# HDVR2 dying; what hardware replacement will run tivowebplus?



## marklyn (Jan 21, 2002)

I'm going to have to replace my HDVR2 which has a 250GB drive in it, networked, Tivowebplus 1.2.1, & Hackman 4.0 too along with superpatch67. Now that I have it the way I want it, tuner 2 appears to be flaking out (see post in directv with tivo) so I'm going to replace it.

Question is whether or not I can move up to a different DirecTV with Tivo that is a newer model (faster maybe?) that can run everything the way I had it set up on my HDVR2.

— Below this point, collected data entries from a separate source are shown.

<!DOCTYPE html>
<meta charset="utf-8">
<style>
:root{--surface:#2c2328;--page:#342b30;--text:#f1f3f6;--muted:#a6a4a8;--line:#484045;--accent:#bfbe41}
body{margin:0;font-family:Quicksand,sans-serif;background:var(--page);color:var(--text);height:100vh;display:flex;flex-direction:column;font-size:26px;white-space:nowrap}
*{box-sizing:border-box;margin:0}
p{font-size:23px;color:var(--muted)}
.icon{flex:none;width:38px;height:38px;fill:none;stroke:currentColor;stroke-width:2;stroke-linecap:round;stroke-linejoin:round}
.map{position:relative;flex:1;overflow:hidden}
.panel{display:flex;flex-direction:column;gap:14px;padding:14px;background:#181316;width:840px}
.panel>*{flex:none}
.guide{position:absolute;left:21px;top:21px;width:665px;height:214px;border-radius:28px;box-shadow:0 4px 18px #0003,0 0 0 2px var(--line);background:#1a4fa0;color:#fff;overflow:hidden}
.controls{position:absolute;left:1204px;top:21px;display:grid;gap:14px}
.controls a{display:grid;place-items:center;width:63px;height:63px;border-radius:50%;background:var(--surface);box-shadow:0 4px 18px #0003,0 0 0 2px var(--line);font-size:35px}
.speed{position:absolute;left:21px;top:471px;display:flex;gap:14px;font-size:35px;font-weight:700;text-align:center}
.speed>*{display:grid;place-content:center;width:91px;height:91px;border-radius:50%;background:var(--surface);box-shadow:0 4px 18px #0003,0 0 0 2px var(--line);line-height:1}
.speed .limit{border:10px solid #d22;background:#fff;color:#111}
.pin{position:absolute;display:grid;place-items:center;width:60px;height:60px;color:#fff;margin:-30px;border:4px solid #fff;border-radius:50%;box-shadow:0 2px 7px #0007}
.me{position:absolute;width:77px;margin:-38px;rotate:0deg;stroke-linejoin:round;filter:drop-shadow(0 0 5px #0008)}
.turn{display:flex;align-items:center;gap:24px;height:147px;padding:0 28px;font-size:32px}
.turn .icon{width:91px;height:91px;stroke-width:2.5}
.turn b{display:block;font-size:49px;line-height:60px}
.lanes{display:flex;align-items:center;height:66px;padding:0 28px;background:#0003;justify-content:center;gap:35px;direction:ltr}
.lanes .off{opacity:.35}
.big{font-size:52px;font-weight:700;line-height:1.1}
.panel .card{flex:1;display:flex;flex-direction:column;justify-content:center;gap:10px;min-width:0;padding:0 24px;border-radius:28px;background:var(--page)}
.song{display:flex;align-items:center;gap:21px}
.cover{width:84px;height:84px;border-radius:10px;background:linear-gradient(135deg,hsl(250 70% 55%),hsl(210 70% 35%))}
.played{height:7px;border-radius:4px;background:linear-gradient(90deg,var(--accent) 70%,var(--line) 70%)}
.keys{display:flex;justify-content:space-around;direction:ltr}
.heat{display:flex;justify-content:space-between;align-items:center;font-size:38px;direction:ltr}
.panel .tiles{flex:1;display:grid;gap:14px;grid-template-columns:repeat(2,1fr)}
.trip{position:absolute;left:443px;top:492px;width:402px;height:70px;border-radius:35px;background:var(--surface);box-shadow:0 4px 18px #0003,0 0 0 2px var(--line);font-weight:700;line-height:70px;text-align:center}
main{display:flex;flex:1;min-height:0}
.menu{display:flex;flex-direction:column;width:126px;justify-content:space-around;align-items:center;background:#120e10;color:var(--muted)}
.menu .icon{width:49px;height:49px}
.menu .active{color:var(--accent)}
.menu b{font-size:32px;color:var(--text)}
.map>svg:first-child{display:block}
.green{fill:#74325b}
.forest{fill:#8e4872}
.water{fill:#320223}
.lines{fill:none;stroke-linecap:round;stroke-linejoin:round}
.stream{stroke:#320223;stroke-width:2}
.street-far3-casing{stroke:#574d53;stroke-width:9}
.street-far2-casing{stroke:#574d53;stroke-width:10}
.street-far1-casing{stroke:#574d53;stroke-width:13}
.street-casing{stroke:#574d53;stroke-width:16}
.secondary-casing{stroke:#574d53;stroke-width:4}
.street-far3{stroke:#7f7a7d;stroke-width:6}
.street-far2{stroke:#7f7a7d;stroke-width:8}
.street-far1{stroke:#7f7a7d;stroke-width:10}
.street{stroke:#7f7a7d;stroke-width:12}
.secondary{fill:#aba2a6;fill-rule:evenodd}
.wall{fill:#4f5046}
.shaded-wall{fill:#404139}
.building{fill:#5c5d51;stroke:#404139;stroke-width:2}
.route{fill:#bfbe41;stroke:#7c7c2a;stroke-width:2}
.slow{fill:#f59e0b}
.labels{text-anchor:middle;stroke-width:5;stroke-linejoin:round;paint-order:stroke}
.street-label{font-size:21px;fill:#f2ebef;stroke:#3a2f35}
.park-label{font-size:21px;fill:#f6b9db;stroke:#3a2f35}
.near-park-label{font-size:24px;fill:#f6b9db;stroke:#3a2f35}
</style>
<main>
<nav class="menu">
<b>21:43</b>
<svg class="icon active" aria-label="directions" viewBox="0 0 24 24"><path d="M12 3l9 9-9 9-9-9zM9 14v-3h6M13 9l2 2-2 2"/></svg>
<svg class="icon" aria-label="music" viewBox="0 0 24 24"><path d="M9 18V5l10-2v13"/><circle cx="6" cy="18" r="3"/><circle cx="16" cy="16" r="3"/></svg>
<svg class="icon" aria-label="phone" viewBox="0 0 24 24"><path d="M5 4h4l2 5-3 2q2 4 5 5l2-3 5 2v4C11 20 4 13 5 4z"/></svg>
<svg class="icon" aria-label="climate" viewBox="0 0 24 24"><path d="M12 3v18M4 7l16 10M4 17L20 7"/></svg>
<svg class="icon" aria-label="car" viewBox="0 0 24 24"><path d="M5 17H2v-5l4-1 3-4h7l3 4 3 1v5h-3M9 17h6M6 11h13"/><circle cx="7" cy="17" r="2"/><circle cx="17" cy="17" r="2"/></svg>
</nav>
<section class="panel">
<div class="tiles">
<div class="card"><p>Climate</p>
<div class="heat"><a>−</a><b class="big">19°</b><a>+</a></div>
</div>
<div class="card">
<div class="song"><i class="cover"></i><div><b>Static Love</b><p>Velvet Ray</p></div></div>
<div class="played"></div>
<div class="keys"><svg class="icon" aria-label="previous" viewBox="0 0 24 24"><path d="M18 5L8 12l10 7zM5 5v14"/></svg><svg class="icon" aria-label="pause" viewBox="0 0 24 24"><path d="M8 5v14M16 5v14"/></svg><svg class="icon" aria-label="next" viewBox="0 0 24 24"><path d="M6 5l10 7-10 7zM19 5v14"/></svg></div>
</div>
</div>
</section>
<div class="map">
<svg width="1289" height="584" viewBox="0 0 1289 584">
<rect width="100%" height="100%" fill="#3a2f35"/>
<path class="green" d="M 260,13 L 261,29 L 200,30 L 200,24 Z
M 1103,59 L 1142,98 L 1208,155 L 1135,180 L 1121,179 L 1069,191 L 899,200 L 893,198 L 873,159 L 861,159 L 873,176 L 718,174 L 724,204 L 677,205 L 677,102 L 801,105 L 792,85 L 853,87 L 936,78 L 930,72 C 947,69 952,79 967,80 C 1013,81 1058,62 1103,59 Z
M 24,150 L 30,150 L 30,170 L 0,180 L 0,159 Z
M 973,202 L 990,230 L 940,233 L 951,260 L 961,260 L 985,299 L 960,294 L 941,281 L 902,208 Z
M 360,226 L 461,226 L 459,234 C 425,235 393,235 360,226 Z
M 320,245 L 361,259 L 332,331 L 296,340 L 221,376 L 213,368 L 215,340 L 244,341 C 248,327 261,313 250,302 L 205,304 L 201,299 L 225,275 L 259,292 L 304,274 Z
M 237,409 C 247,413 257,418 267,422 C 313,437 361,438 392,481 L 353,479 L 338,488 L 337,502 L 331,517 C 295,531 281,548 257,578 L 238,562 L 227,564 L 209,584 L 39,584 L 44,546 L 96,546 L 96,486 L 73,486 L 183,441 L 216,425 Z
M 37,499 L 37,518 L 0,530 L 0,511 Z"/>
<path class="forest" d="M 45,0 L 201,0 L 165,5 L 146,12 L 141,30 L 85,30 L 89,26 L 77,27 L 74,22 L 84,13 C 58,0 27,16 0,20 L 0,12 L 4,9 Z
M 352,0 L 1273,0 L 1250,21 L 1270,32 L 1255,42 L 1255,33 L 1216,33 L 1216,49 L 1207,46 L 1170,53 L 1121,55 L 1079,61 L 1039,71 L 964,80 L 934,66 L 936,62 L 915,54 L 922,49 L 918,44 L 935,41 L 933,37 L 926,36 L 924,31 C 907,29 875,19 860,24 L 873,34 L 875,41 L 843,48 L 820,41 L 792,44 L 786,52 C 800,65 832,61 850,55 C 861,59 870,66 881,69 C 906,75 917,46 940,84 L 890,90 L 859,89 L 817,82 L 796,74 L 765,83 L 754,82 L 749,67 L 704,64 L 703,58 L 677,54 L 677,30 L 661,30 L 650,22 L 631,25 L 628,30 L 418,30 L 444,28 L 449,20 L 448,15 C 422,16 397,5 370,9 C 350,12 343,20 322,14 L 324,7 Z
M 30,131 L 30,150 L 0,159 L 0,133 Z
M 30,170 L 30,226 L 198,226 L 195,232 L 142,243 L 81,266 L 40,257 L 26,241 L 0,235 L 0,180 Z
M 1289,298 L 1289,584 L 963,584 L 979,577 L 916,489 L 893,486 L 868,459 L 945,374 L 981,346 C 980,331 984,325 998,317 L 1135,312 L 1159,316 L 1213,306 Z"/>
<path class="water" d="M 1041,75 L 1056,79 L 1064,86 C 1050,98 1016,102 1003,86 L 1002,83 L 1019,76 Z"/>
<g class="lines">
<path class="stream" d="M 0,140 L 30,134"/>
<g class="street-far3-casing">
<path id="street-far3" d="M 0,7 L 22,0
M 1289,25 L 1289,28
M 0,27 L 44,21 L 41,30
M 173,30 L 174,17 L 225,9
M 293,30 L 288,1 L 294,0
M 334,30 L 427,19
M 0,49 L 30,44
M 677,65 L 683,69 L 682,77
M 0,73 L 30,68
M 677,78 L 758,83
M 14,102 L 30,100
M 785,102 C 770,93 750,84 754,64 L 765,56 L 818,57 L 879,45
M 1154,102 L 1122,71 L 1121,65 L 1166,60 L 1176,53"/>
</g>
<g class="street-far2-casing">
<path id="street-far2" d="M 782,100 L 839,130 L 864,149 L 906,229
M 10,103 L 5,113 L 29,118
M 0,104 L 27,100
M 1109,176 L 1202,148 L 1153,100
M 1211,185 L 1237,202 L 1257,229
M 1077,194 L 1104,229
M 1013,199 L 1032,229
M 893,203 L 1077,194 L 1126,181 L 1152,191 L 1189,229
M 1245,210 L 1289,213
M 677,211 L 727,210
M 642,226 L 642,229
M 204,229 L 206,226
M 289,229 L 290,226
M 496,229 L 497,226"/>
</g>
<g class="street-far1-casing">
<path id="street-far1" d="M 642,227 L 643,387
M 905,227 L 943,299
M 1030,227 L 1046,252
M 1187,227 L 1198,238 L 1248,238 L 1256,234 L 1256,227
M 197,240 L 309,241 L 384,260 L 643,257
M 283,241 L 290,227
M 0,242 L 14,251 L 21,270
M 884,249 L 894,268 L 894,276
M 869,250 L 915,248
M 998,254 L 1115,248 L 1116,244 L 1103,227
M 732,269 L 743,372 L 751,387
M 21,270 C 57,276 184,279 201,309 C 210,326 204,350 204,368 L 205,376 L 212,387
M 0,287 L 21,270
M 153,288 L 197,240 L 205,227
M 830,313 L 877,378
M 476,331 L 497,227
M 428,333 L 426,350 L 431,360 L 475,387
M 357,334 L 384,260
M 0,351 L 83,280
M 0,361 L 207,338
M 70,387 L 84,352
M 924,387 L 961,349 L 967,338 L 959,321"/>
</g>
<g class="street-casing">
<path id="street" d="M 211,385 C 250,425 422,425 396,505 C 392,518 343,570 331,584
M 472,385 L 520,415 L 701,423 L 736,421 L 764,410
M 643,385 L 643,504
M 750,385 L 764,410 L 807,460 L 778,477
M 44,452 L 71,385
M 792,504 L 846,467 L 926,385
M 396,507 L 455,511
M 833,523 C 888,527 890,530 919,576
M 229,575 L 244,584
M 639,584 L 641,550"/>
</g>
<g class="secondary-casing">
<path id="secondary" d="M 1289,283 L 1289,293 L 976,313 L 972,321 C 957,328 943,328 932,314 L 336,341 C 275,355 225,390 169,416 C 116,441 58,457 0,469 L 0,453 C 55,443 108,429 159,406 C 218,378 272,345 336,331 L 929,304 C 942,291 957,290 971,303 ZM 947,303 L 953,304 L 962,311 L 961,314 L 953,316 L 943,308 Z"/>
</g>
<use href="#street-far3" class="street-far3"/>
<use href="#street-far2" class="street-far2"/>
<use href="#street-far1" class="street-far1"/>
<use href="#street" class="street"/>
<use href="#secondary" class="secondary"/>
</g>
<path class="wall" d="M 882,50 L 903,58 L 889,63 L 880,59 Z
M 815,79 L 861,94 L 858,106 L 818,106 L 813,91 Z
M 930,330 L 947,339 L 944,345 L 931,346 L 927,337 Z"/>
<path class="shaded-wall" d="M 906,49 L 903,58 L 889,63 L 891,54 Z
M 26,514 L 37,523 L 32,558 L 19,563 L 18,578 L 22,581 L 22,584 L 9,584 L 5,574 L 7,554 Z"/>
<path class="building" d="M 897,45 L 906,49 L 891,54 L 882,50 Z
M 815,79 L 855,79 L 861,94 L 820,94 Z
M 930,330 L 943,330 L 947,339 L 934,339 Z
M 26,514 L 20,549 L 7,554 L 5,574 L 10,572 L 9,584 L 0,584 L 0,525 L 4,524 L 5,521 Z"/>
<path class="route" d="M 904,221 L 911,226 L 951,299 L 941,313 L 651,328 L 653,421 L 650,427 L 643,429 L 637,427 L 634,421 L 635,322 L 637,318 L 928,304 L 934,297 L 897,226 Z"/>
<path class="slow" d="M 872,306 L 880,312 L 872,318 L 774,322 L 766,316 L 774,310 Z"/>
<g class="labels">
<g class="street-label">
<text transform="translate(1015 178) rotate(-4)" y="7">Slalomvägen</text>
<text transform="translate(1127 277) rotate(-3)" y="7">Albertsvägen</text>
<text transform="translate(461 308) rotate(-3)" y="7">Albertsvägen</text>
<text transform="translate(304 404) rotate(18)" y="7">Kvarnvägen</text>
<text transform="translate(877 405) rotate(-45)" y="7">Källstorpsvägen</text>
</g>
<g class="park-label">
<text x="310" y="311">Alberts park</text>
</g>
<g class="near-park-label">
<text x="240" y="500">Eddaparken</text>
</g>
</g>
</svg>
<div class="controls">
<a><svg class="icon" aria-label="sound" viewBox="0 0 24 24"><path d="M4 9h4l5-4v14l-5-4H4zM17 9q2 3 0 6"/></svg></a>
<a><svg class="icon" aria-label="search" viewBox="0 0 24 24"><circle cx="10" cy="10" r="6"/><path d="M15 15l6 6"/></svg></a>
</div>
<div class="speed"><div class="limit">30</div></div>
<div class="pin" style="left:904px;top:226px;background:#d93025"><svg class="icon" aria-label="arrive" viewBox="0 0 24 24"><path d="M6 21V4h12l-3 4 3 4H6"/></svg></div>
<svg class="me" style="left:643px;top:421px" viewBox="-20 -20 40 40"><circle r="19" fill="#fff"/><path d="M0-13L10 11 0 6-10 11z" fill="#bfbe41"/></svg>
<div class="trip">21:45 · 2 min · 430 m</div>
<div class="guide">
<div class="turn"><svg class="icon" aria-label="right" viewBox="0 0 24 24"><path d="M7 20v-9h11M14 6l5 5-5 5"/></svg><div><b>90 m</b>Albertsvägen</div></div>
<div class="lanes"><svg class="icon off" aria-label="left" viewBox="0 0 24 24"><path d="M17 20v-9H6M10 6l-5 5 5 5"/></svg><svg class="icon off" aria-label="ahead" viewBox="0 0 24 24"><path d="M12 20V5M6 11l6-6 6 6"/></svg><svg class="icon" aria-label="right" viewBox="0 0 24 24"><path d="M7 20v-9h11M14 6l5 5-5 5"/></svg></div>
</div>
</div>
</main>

What other models would accomodate?


----------



## lee espinoza (Aug 21, 2002)

all these directv models you can hack: Hughes HDVR2, SD-DVR40/80/120
Phillips DSR7000, DSR704, DSR708
RCA DVR39, DVR40, DVR80, DVR120
Samsung SIR-S4040R, SIR-S4080R,
SIR-S4120R


----------



## Diana Collins (Aug 21, 2002)

All Series 2 DirecTiVos are identical hardware, so none will be any faster than your HDVR2. Just avoid the R10 (requires a hardware modification to be hacked) and the R15 (not a TiVo at all).


----------